0), and the panel (BP) is arranged in a state of being located in each of the cells of the base (100). 4. The panel (BP) comprises a frame (105) attached to a base (100), an exterior plate (106) for forming a lower surface, and a floor forming material (107) for forming a working floor. The lower surface exterior of the aerial frame structure according to claim 1, 2 or 3, which is attached. 5. The lower surface exterior of an aerial frame structure according to claim 1, 2, 3 or 4, wherein the panel (BP) is attached to the base (100) so as to be swingable only upward with one side as a fulcrum. 6. The panel (BP) is provided with two facing panels.

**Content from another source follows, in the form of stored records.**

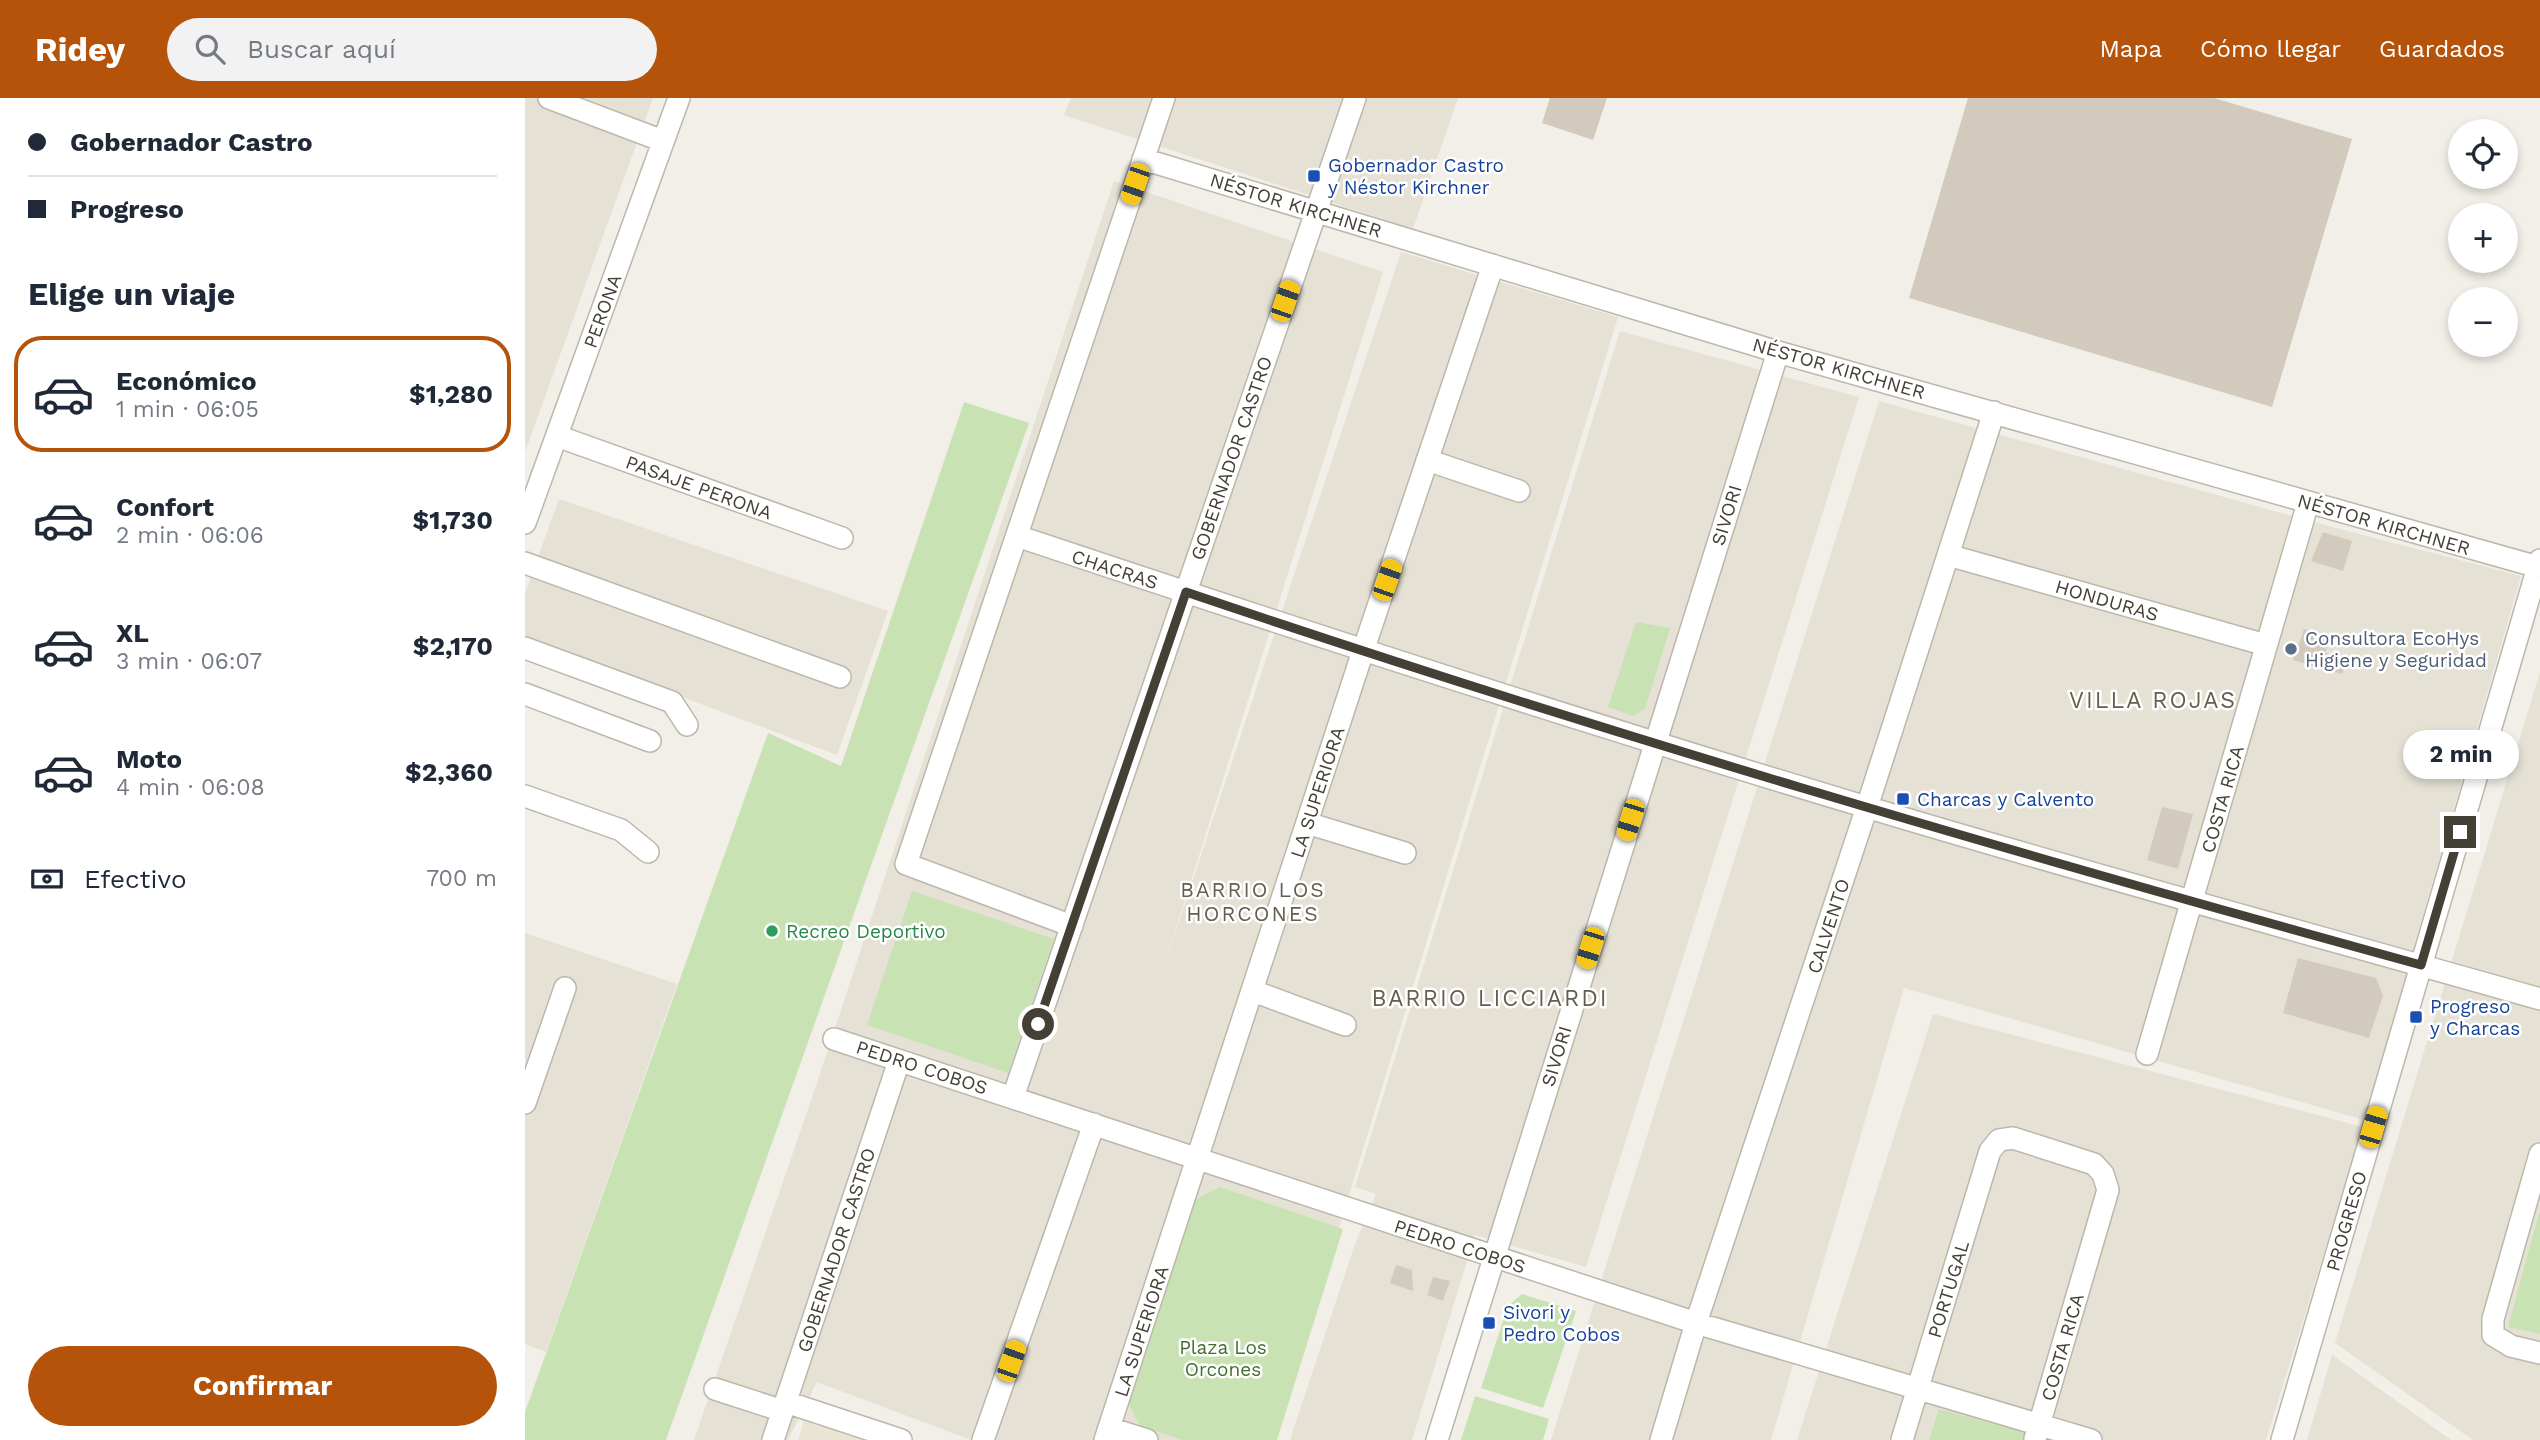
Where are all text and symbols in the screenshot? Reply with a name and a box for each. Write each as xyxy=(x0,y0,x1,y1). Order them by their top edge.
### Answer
search box xyxy=(167,18,657,81)
text: Ridey xyxy=(35,30,125,69)
icon: search xyxy=(191,30,229,68)
text: Buscar aquí xyxy=(247,34,396,64)
text: Mapa xyxy=(2100,35,2162,63)
text: Cómo llegar xyxy=(2200,35,2341,63)
text: Guardados xyxy=(2379,35,2505,63)
map controls xyxy=(2448,119,2518,357)
button: locate xyxy=(2448,119,2518,189)
text: Gobernador Castro xyxy=(70,127,313,157)
place label: Gobernador Castro y Néstor Kirchner xyxy=(1328,154,1504,199)
car xyxy=(1119,161,1152,207)
street label: NÉSTOR KIRCHNER xyxy=(1207,168,1384,243)
marker: Gobernador Castro y Néstor Kirchner xyxy=(1306,168,1322,184)
text: Progreso xyxy=(70,194,184,224)
button: + xyxy=(2448,203,2518,273)
street label: PERONA xyxy=(579,271,627,351)
text: Elige un viaje xyxy=(28,275,235,313)
car xyxy=(1269,278,1302,324)
button: − xyxy=(2448,287,2518,357)
street label: NÉSTOR KIRCHNER xyxy=(1750,333,1928,404)
street label: GOBERNADOR CASTRO xyxy=(1186,353,1277,563)
icon: car xyxy=(32,363,95,426)
text: Económico xyxy=(116,366,257,396)
text: $1,280 xyxy=(409,379,493,409)
text: 1 min · 06:05 xyxy=(116,396,259,423)
street label: PASAJE PERONA xyxy=(623,450,776,525)
street label: SIVORI xyxy=(1706,482,1747,548)
icon: car xyxy=(32,489,95,552)
street label: NÉSTOR KIRCHNER xyxy=(2295,489,2473,560)
text: Confort xyxy=(116,492,214,522)
text: $1,730 xyxy=(413,505,493,535)
text: 2 min · 06:06 xyxy=(116,522,264,549)
street label: CHACRAS xyxy=(1069,545,1161,594)
car xyxy=(1371,557,1404,603)
street label: HONDURAS xyxy=(2053,575,2161,626)
icon: car xyxy=(32,615,95,678)
text: XL xyxy=(116,618,149,648)
place label: Consultora EcoHys Higiene y Seguridad xyxy=(2305,627,2487,672)
text: $2,170 xyxy=(413,631,493,661)
marker: Consultora EcoHys Higiene y Seguridad xyxy=(2283,641,2299,657)
text: 3 min · 06:07 xyxy=(116,648,262,675)
district label: VILLA ROJAS xyxy=(2069,687,2237,714)
street label: LA SUPERIORA xyxy=(1285,723,1350,861)
callout: 2 min xyxy=(2402,730,2518,780)
icon: car xyxy=(32,741,95,804)
text: 2 min xyxy=(2430,741,2492,768)
street label: COSTA RICA xyxy=(2196,742,2249,856)
text: Moto xyxy=(116,744,182,774)
text: $2,360 xyxy=(405,757,493,787)
text: 4 min · 06:08 xyxy=(116,774,265,801)
place label: Charcas y Calvento xyxy=(1917,788,2094,811)
marker: Charcas y Calvento xyxy=(1895,791,1911,807)
car xyxy=(1614,797,1647,843)
route end xyxy=(2444,816,2476,848)
icon: cash xyxy=(28,860,66,898)
text: Efectivo xyxy=(84,864,187,894)
text: 700 m xyxy=(426,865,497,892)
street label: CALVENTO xyxy=(1802,876,1855,977)
district label: BARRIO LOS HORCONES xyxy=(1180,877,1326,926)
place label: Recreo Deportivo xyxy=(786,920,946,943)
marker: Recreo Deportivo xyxy=(764,923,780,939)
car xyxy=(1574,925,1607,971)
district label: BARRIO LICCIARDI xyxy=(1371,985,1609,1012)
place label: Progreso y Charcas xyxy=(2430,995,2520,1040)
route start xyxy=(1022,1008,1054,1040)
marker: Progreso y Charcas xyxy=(2408,1009,2424,1025)
street label: SIVORI xyxy=(1536,1023,1577,1089)
street label: PEDRO COBOS xyxy=(853,1035,990,1100)
car xyxy=(2358,1104,2389,1150)
street label: GOBERNADOR CASTRO xyxy=(792,1145,880,1355)
street label: PROGRESO xyxy=(2321,1168,2372,1274)
street label: PEDRO COBOS xyxy=(1391,1214,1528,1279)
street label: PORTUGAL xyxy=(1923,1238,1974,1341)
street label: LA SUPERIORA xyxy=(1109,1262,1174,1400)
street label: COSTA RICA xyxy=(2036,1290,2089,1404)
place label: Sivori y Pedro Cobos xyxy=(1503,1301,1620,1346)
marker: Sivori y Pedro Cobos xyxy=(1481,1315,1497,1331)
park label: Plaza Los Orcones xyxy=(1179,1336,1267,1381)
car xyxy=(995,1338,1028,1384)
button: Confirmar xyxy=(28,1346,497,1426)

A first state in which one of the two sides is used as a fulcrum (R1) to allow upward swinging, and a second state in which the other side is used as a fulcrum (R2) to allow upward swinging. And the rocking fixed state in which any rocking is prevented, the base (1
00) attached to the lower surface exterior of the aerial frame structure according to claim 1, 2, 3, 4 or 5. 7. The lower surface exterior of an aerial frame structure according to claim 5 or 6, further comprising a restraining means for preventing the panel (BP) from swinging upward by a predetermined amount or more.